Exercise description >> Please print out every entry below, verbatim.

:::::

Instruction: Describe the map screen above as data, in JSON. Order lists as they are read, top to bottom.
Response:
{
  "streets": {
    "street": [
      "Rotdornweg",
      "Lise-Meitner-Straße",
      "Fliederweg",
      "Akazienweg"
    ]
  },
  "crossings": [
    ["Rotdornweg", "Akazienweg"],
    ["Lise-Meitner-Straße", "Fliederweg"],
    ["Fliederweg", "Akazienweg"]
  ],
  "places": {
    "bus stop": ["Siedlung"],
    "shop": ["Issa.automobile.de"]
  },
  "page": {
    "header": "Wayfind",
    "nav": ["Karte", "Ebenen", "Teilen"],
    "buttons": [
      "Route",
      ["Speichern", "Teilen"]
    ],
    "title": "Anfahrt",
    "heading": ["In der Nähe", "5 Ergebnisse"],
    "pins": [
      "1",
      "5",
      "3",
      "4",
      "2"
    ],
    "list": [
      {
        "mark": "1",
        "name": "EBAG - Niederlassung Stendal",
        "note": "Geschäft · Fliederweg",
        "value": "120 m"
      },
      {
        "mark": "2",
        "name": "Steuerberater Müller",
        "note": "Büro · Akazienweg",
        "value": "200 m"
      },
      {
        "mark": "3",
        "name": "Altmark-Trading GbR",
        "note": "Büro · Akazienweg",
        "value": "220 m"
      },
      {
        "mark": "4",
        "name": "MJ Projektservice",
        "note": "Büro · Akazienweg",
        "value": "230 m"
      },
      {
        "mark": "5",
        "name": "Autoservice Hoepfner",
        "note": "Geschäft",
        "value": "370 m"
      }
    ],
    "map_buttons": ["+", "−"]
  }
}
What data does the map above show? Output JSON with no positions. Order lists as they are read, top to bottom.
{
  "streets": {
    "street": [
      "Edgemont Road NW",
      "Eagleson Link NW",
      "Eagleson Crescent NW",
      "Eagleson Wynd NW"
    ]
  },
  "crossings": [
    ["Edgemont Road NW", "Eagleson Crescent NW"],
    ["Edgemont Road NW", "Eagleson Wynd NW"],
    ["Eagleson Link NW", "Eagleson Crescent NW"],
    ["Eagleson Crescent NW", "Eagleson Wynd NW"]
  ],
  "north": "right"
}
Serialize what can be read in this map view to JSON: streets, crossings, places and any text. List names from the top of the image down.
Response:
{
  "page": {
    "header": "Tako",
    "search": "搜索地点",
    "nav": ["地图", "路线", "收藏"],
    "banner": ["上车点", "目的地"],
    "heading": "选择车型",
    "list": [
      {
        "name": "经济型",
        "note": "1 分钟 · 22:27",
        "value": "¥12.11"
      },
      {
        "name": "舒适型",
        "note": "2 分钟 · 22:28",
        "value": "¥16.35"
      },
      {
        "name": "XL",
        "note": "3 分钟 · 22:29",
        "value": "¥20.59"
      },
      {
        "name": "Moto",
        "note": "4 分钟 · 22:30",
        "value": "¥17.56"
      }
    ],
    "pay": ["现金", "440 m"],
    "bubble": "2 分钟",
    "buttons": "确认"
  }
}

:::::

Task result >>
Instruction: Describe the map screen above as data, in JSON. Order lists as they are read, top to bottom.
Response:
{
  "streets": {
    "street": [
      "Rotdornweg",
      "Lise-Meitner-Straße",
      "Fliederweg",
      "Akazienweg"
    ]
  },
  "crossings": [
    ["Rotdornweg", "Akazienweg"],
    ["Lise-Meitner-Straße", "Fliederweg"],
    ["Fliederweg", "Akazienweg"]
  ],
  "places": {
    "bus stop": ["Siedlung"],
    "shop": ["Issa.automobile.de"]
  },
  "page": {
    "header": "Wayfind",
    "nav": ["Karte", "Ebenen", "Teilen"],
    "buttons": [
      "Route",
      ["Speichern", "Teilen"]
    ],
    "title": "Anfahrt",
    "heading": ["In der Nähe", "5 Ergebnisse"],
    "pins": [
      "1",
      "5",
      "3",
      "4",
      "2"
    ],
    "list": [
      {
        "mark": "1",
        "name": "EBAG - Niederlassung Stendal",
        "note": "Geschäft · Fliederweg",
        "value": "120 m"
      },
      {
        "mark": "2",
        "name": "Steuerberater Müller",
        "note": "Büro · Akazienweg",
        "value": "200 m"
      },
      {
        "mark": "3",
        "name": "Altmark-Trading GbR",
        "note": "Büro · Akazienweg",
        "value": "220 m"
      },
      {
        "mark": "4",
        "name": "MJ Projektservice",
        "note": "Büro · Akazienweg",
        "value": "230 m"
      },
      {
        "mark": "5",
        "name": "Autoservice Hoepfner",
        "note": "Geschäft",
        "value": "370 m"
      }
    ],
    "map_buttons": ["+", "−"]
  }
}
What data does the map above show? Output JSON with no positions. Order lists as they are read, top to bottom.
{
  "streets": {
    "street": [
      "Edgemont Road NW",
      "Eagleson Link NW",
      "Eagleson Crescent NW",
      "Eagleson Wynd NW"
    ]
  },
  "crossings": [
    ["Edgemont Road NW", "Eagleson Crescent NW"],
    ["Edgemont Road NW", "Eagleson Wynd NW"],
    ["Eagleson Link NW", "Eagleson Crescent NW"],
    ["Eagleson Crescent NW", "Eagleson Wynd NW"]
  ],
  "north": "right"
}
Serialize what can be read in this map view to JSON: streets, crossings, places and any text. List names from the top of the image down.
Response:
{
  "page": {
    "header": "Tako",
    "search": "搜索地点",
    "nav": ["地图", "路线", "收藏"],
    "banner": ["上车点", "目的地"],
    "heading": "选择车型",
    "list": [
      {
        "name": "经济型",
        "note": "1 分钟 · 22:27",
        "value": "¥12.11"
      },
      {
        "name": "舒适型",
        "note": "2 分钟 · 22:28",
        "value": "¥16.35"
      },
      {
        "name": "XL",
        "note": "3 分钟 · 22:29",
        "value": "¥20.59"
      },
      {
        "name": "Moto",
        "note": "4 分钟 · 22:30",
        "value": "¥17.56"
      }
    ],
    "pay": ["现金", "440 m"],
    "bubble": "2 分钟",
    "buttons": "确认"
  }
}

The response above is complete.